A three-judge panel in the Florida Fourth District Court of Appeal in West Palm Beach will hear an appeal of the case against the New England Patriots’ owner, Robert K. Kraft, this week when it considers a lower court’s decision to throw out video evidence that is central to the two misdemeanor charges against him for solicitation of prostitution. The case will be argued via videoconference beginning on June 30 and livestreamed on the court’s website because of coronavirus concerns.
Kraft was originally charged in Jupiter, Fla., in February 2019 after the police used video surveillance to observe activity inside several day spas and massage parlors that, the police said, had been used for prostitution. Some of the two dozen other men who were also charged in the case have paid fines and performed community service to resolve their misdemeanor charges.
Kraft, however, declined to take a plea deal. Instead, his lawyers argued that video showing him and other patrons at the day spa, Orchids of Asia, was improperly obtained by undercover cameras installed there. The police, his lawyers said, misrepresented their intentions when they applied to the court for permission to use the cameras, and did not sufficiently minimize the scope of their surveillance, violating the constitutional rights of the customers.

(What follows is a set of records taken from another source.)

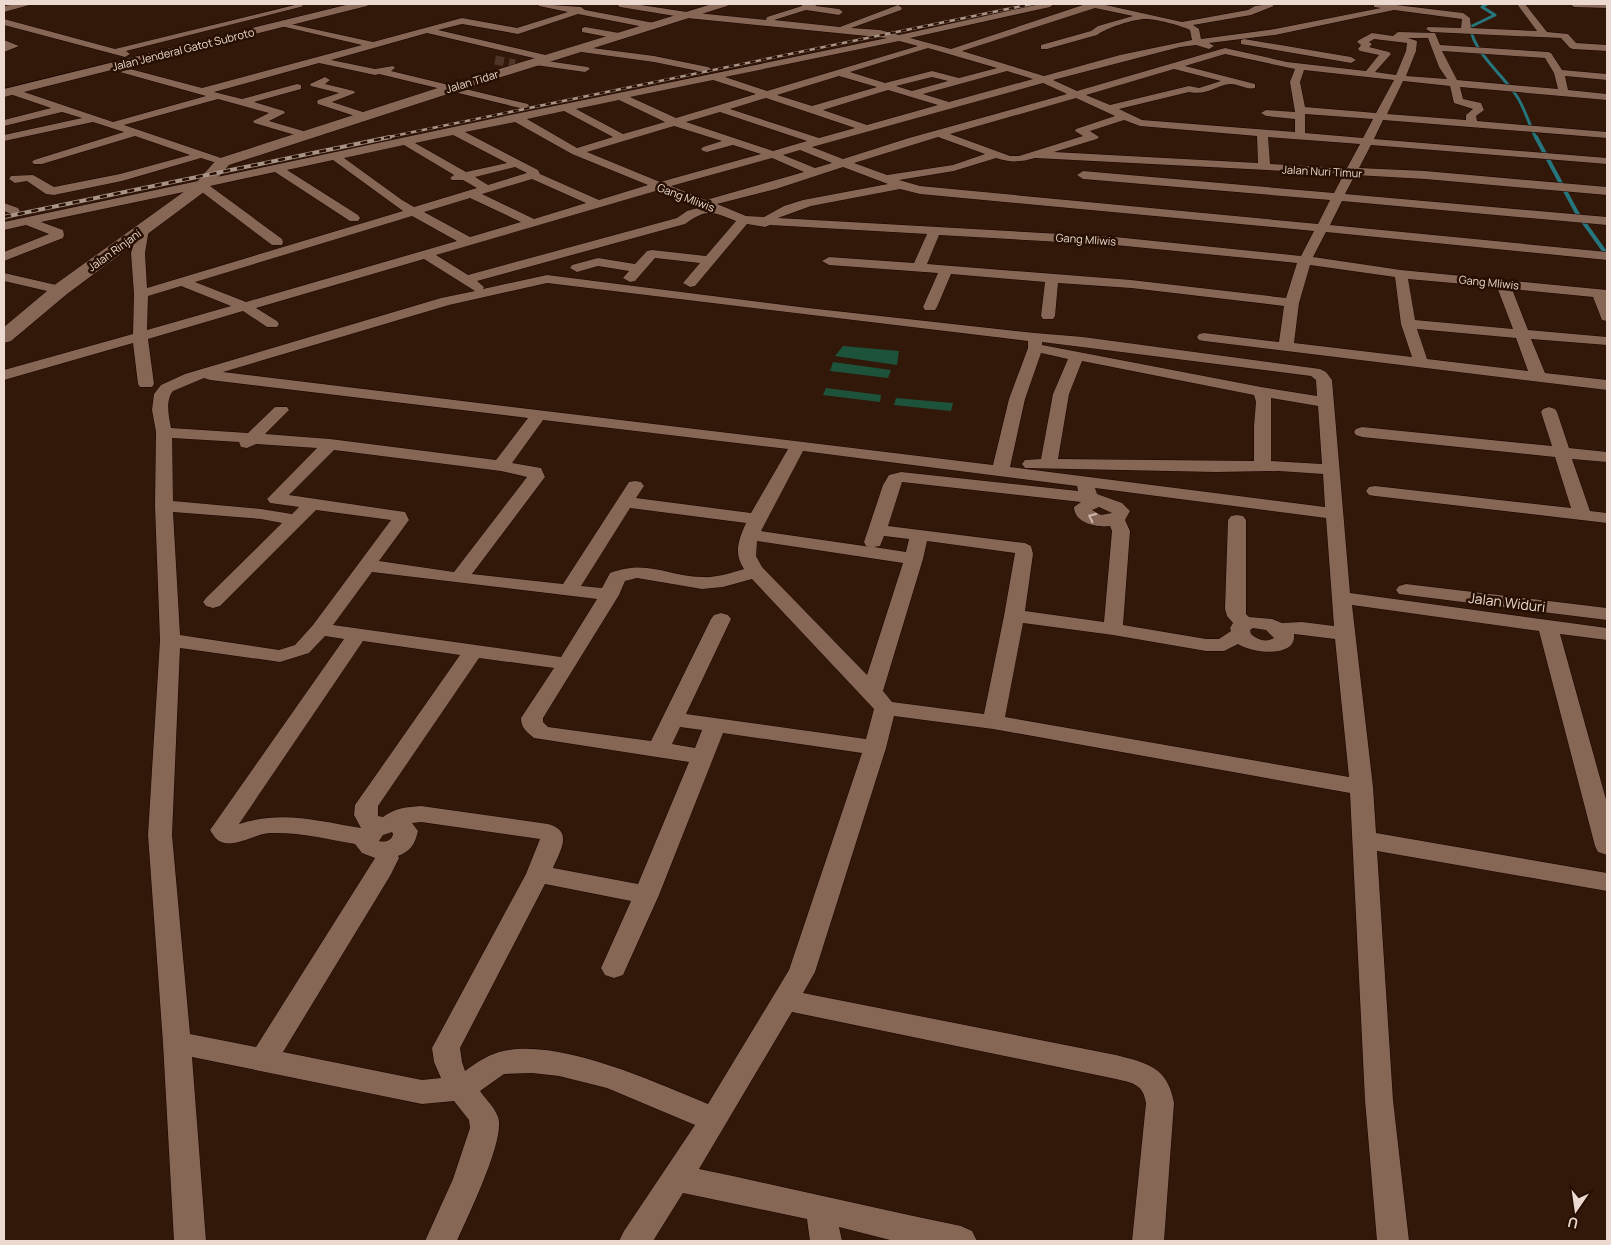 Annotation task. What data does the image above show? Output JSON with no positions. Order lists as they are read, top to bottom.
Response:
{
  "streets": {
    "street": [
      "Jalan Jenderal Gatot Subroto",
      "Jalan Tidar",
      "Jalan Nuri Timur",
      "Gang Mliwis",
      "Jalan Rinjani",
      "Jalan Widuri"
    ]
  },
  "crossings": [
    ["Jalan Tidar", "Jalan Rinjani"]
  ],
  "north": "bottom"
}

In May 2019, a Palm Beach County court judge agreed with Kraft’s lawyers and threw out the video evidence in the case, handing Kraft a significant victory. The ruling echoed similar decisions made by judges in nearby counties where defendants were charged with similar misdemeanors after having been identified in surveillance investigations.
Ashley Moody, the Florida attorney general, taking up the case for the state attorney in Palm Beach County who charged Kraft and the others, has asked the appellate court to overturn that decision, arguing that the police in the case followed established procedures for obtaining permission to install the cameras. A warrant must “be issued by a neutral and detached magistrate, be predicated on a showing of probable cause, and be particularized as to the place to be searched and items to be seized,” Moody wrote in a 52-page brief. “This warrant satisfied all three requirements.”
The charges against Kraft, one of the most powerful owners in the N.F.L., have shined an unflattering light on the league, which has battled the perception that players and league executives do not treat women fairly. In recent years, the league has been embroiled in a host of domestic violence scandals. Cheerleaders have detailed how they were exploited by their teams. In 2018, Jerry Richardson, the former owner of the Carolina Panthers, was fined $2.75 million after an investigation confirmed claims that for years he sexually harassed employees.
Kraft, 79, is unlikely to face time in jail if the lower court ruling is overturned, but he could face penalties from the league commissioner, Roger Goodell, who has broad authority to hold players, league executives and owners accountable for conduct he deems detrimental to the league. Those penalties can include fines of up to $500,000 and suspensions, based not just on the outcome of the legal case, but also on the damage Kraft may have done to the league’s reputation.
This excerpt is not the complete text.